I have increasingly become convinced that the churches I have been part of in the past have predominantly held a weak soteriology focused on proclaiming exclusively how to get admission tickets to heaven while ignoring the full gospel demonstrated by Jesus in His birth, life, death, and resurrection. This has resulted in insipid country-club-like religion which has left structural injustice in place. I have become convinced that this is not the full gospel, and that our kerygma needs to include a proclamation and demonstration of God's shalom kingdom of righteousness, justice and peace.
NT Wright’s book, “Surprised by Hope” has been particularly helpful in helping me develop my understanding of eschatology and in response, our mission and understanding of the gospel. Central to the book is the message that exclusively hoping in life after death leaves Christian mission void of “change, rescue, transformation¸ (and) new possibilities within the world in the present”.

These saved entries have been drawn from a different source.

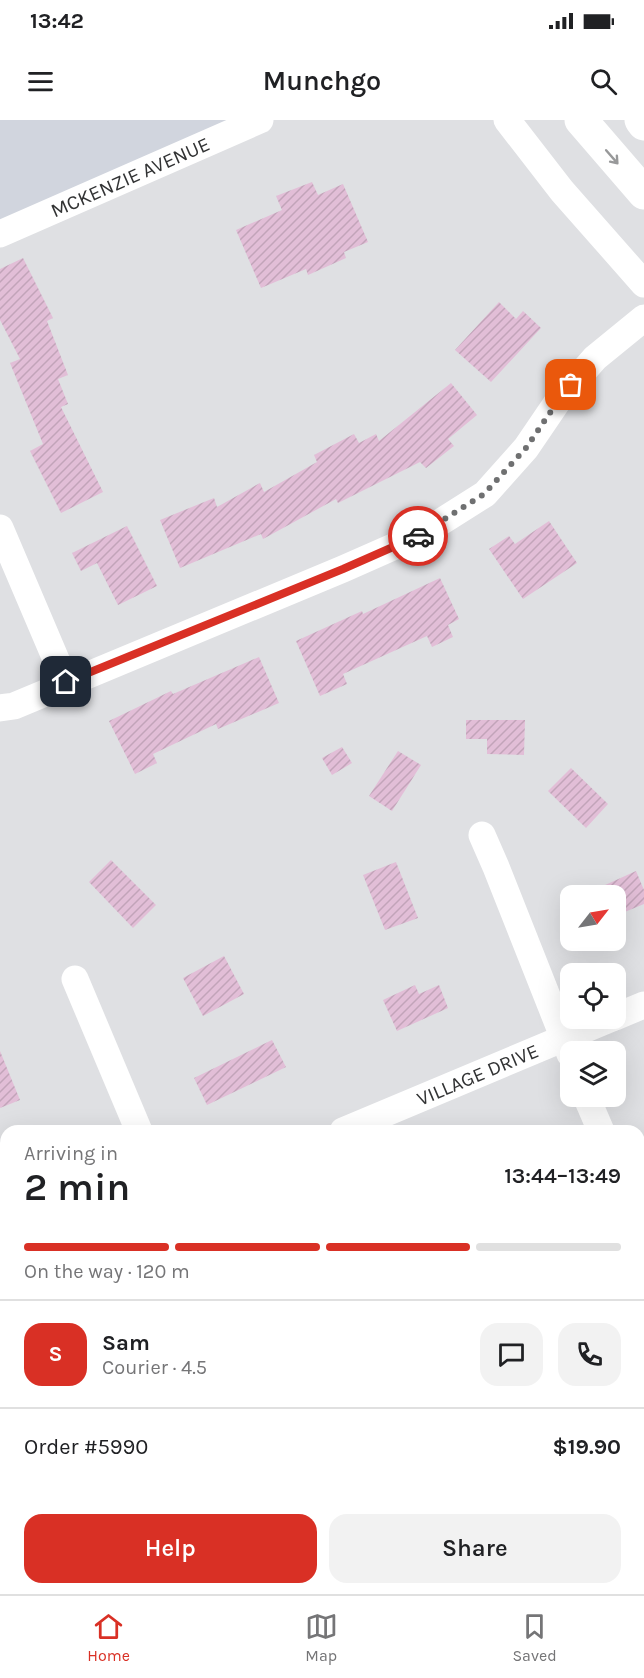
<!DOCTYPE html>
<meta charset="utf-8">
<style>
:root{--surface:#fff;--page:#f2f2f2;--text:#202124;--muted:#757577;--line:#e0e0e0;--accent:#d93025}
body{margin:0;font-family:Karla,sans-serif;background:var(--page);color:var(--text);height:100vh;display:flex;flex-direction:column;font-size:22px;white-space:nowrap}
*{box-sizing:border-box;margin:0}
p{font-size:20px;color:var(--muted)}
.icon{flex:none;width:33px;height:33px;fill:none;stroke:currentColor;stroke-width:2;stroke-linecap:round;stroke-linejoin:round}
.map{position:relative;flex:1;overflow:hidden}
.sheet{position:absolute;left:0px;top:1005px;width:645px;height:470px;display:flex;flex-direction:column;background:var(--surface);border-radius:18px 18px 0 0;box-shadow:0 6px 24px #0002}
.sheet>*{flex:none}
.needle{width:39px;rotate:59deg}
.buttons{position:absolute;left:560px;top:765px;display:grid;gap:12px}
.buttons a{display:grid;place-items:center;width:66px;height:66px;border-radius:12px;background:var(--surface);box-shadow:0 6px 24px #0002;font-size:30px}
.pin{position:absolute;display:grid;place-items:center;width:51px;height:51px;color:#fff;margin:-26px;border-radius:12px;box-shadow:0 3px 9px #0006}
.courier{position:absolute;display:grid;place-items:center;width:60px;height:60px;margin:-30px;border:4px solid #d93025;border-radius:50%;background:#fff;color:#222;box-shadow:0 2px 8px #0007}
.headline em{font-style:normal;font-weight:600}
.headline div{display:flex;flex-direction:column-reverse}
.headline{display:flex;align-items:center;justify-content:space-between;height:102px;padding:0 24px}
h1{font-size:39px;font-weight:600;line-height:45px}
.bar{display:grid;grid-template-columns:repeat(4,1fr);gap:9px 6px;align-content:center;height:72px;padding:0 24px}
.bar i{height:8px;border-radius:4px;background:var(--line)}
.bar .on{background:var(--accent)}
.bar p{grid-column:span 4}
.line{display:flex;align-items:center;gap:15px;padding:0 24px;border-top:2px solid var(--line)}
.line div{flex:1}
.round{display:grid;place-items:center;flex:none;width:63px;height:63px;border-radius:18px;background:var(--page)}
.action{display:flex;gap:12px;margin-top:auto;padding:12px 24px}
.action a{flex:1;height:69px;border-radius:18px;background:var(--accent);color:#fff;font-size:24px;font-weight:600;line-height:69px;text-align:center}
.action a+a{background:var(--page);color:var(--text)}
.status{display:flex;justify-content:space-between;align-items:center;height:42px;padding:0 30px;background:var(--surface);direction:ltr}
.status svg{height:16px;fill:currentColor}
header{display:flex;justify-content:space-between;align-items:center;height:78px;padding:0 24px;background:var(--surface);font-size:27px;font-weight:600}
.tabs{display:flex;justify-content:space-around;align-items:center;height:84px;border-top:2px solid var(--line);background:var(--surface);font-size:16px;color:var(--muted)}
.tabs a{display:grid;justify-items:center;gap:3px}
.tabs .on{color:var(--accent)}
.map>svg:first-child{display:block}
.built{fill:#d1d5de}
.building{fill:url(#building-hatch)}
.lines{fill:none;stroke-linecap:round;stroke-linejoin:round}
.path{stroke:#868789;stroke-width:4;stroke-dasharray:3 3;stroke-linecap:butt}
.minor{stroke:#fff;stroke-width:27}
.major{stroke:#fff;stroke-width:33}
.oneway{stroke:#98999a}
.done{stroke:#6f7071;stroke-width:6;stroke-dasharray:0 10.8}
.route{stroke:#d93025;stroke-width:8}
.labels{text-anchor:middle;stroke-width:5;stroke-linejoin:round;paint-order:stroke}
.street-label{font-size:20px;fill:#323334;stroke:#dfe0e3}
</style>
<div class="status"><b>13:42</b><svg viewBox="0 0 49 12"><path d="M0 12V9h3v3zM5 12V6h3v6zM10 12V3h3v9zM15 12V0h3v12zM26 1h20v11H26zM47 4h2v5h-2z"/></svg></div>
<header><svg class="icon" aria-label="menu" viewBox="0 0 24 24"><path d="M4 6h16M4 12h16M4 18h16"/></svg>Munchgo<svg class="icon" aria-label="search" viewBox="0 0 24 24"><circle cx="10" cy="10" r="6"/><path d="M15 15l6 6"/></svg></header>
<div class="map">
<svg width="644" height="1474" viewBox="0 0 644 1474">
<defs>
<pattern id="building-hatch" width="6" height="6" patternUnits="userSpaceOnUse" patternTransform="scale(1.5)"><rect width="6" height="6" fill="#e2bed7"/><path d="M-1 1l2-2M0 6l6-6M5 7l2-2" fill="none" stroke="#c2a4b9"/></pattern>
</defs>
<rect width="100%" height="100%" fill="#dfe0e3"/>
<path class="built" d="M0 0H271L0 105Z"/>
<g class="building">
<path d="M312 62 318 75 343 64 368 122 344 132 346 138 308 155 306 149 261 168 236 110 282 90 276 76Z"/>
<path d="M23 138 53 198 47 201 68 255 58 259 68 284 61 287 103 372 61 393 30 331 43 324 10 243 20 239 0 200V149Z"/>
<path d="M499 182 516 199 523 191 541 208 491 262 455 230Z"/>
<path d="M451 263 477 295 448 319 454 326 426 348 420 342 338 383 336 379 263 419 261 414 180 448 160 400 214 378 217 387 260 363 264 372 317 342 314 335 354 314 359 323 376 314 379 321Z"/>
<path d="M549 401 577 443 523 479 489 429 509 416 515 424Z"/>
<path d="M127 406 157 466 118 485 97 443 81 451 72 433Z"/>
<path d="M440 458 459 499 448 505 453 517 432 527 427 516 343 554 347 564 320 576 296 521 362 491 363 494Z"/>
<path d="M259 537 279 583 218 609 216 604 153 634 157 643 135 654 109 601 171 571 173 574Z"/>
<path d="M466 600H525L524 635 487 634V619H466Z"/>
<path d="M342 627 352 643 332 655 322 638Z"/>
<path d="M398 631 421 645 392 691 369 676Z"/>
<path d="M571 648 608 684 586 708 548 671Z"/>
<path d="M111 740 156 785 133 808 89 762Z"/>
<path d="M396 742 418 798 385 810 363 755Z"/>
<path d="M636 751 644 770V784L615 796V776H581Z"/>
<path d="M224 836 244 874 203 896 183 858Z"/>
<path d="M415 865 419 874 439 865 448 888 397 911 383 880Z"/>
<path d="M272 920 286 947 207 985 194 958Z"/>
<path d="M0 931 20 980 0 988Z"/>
</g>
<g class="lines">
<path class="path" d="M639 1443 644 1447"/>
<g class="minor">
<path d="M507 0 562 71 644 164"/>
<path id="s1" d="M0 114 260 0"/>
<path d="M0 408 66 563"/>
<path d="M0 588 14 586 343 449 420 415 485 374 526 328 560 278 595 238 644 198"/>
<path d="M482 715 496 747 570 934"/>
<path d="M75 859 139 1011"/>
<path d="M615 897 644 885"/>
<path d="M586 976 601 1011"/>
<path id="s2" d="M343 1011 612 898"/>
<path d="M639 1094 644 1104"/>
<path d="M0 1149 6 1147"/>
<path d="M639 1359 644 1353"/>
<path d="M480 1474 499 1468"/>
</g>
<g class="major">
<path d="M581 0 644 73"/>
<path d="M641 0 644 4"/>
</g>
</g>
<defs><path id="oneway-shaft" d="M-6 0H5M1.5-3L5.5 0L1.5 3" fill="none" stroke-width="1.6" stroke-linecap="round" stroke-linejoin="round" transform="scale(1.5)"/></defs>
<use class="oneway" href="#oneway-shaft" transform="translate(612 37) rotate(49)"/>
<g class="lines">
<path class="done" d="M418 416 484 374 526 328 560 278 571 265"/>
<path class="route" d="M66 562 343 449 418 416"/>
</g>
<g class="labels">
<g class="street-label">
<text dy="7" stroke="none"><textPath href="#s1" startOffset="142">MCKENZIE AVENUE</textPath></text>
<text dy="7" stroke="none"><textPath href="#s2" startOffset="146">VILLAGE DRIVE</textPath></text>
</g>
</g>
</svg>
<div class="buttons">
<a><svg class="needle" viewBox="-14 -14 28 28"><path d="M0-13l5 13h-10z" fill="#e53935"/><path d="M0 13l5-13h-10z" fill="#757577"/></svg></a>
<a><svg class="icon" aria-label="locate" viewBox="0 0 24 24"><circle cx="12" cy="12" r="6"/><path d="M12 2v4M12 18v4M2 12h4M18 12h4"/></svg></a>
<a><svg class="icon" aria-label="layers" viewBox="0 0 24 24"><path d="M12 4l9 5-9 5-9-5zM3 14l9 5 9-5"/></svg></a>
</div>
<div class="pin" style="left:571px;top:265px;background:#ea580c"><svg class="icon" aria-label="bag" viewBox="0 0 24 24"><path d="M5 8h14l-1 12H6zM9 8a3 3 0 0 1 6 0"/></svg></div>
<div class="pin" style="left:66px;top:562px;background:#1f2937"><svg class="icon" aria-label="home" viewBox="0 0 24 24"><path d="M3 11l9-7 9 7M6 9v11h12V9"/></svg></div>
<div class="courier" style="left:418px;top:416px"><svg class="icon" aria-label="car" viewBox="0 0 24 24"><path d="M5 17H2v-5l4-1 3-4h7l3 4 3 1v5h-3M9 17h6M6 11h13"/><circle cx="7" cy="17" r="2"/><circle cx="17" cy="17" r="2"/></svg></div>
<section class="sheet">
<div class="headline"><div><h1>2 min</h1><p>Arriving in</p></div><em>13:44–13:49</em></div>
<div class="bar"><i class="on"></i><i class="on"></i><i class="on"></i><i></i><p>On the way · 120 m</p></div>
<div class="line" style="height:108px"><b class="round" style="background:var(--accent);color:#fff">S</b><div><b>Sam</b><p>Courier · 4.5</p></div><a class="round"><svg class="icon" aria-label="chat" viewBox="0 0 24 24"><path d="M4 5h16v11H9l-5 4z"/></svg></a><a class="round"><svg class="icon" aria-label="phone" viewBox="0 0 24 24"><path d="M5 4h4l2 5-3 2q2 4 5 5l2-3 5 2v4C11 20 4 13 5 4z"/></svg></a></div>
<div class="line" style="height:78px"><div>Order #5990</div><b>$19.90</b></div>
<div class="action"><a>Help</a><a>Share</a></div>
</section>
</div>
<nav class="tabs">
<a class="on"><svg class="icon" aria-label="home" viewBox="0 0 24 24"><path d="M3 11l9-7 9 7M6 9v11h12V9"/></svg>Home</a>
<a><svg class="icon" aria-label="map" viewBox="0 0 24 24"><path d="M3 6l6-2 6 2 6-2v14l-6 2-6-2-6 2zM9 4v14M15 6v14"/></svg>Map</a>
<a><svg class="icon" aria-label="saved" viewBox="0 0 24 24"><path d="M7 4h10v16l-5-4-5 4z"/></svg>Saved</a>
</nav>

Wright argues that this limited understanding of Christian hope leaves Christians believing that the only thing that matters is evangelism. This kind of Christianity is why Karl Marl’s famously paraphrased quote: “religion is the opium of the masses” is so widely proclaimed. Marx argued that economic realities prevent the poor from finding true happiness in this life, so religion tells them to accept this as their lot because they will find true happiness in the next life. Is this the true full gospel, which leaves structural injustice in place?
I remember, as a child singing the hymn
“All things bright and beautiful,
All creatures great and small,
All things wise and wonderful:
The Lord God made them all…
The rich man in his castle,
The poor man at his gate,
He made them, high or lowly,
And ordered their estate.”
As I reflect on this song, which shaped some of my early Christian theology, I have to declare - surely there is more to Christian hope than waiting until we die for our liberation. Surely it is not the job of the church to leave the rich and the poor in their assigned lot. God’s salvation plan of setting captives free has to be for this life.
NT Wright contends that “As long as we see ‘salvation’ in terms of ‘going to heaven when we die’, the main work of the church is bound to be seen in terms of saving souls for that future. But when we see ‘salvation’, as the New Testament sees it, in terms of God’s promised new heavens and new earth, and of our promised resurrection to share in that new, and gloriously embodied, reality – what I have called ‘life after life after death’ – then the main work of the church here and now demands to be rethought in consequence.”
So many of my homeless friends on the street talk about their desperation to be off the streets, free from their addictions, forgiven for all the things they have done and reconciled with their families. We have to believe with them that there is indeed “life before death” for these precious people. I may feel sad and at times helpless, perhaps even emotional, but I have to believe that God is surely able in this life to demonstrate resurrection as we build for the realm of God. Furthermore for my friends suffering under the multiple intersection oppressions of racism, sexism, islamaphobia, xenophobia and other forms of othering, I have to believe that the gospel is good news to liberate us even from these systems.
In the gospels “is the story of God’s kingdom being launched on earth as in heaven, generating a new state of affairs in which the power of evil has been decisively defeated, the new creation has been decisively launched, and Jesus’ followers have been commissioned and equipped to put that victory, and that inaugurated new world, into practice.”
“To hope for a better future in this world – for the poor, the sick, the lonely and depressed, for the slaves, the refugees, the hungry and homeless, for the abused, the paranoid, the downtrodden and despairing, and in fact for the whole wide, wonderful and wounded world – is not something else, something extra, something tacked on to ‘the gospel’ as an afterthought.”
In my experience, it seems the more our gospel proclamation is focused on getting people to heaven, the more content it is to leave people in many hells they find themselves in on earth.
“ Vox Victimarum vox dei: The cries of the victims are the voice of God. To the extent that these cries are not heard above the din of our political, cultural, economic, social and ecclesial celebrations or bickering, we have already begun a descent into hell”
(Bosch quoting Lamb)
What a profound statement! If we are not hearing the cries of the poor, perhaps we are not fully hearing the voice of God. Linked to this, if presence with the poor is presence with God then absence from the poor is also absence from God. Separation from God is the essence of hell. Perhaps a primary reason we have so many hells on earth is exactly because we have created homes, communities, cities and nations without the presence and guidance of God found in the voice of the marginalised.
The invitation has always been to lean into the voices of pain in both our history and the current reality shaped by that history. We have needed to listen deeply to the context for the invitation revealed in the wound in order to engage in the work of God in the world of brokenness.
It has followed then that an important question to ask was: “where is there pain?” Perhaps if we could find the pain and hear its cry, we could hear the whispering invitation of God to be involved in its salve.
The reality is that for many churches in the suburbs they have not heard the cries of the vulnerable among them. In South Africa’s unequal society, the rich and poor grow up alongside one another and the marginalised and vulnerable remain unseen.
A new question emerging is:
- How do we help the church in the suburbs see and hear the cries of the oppressed among them?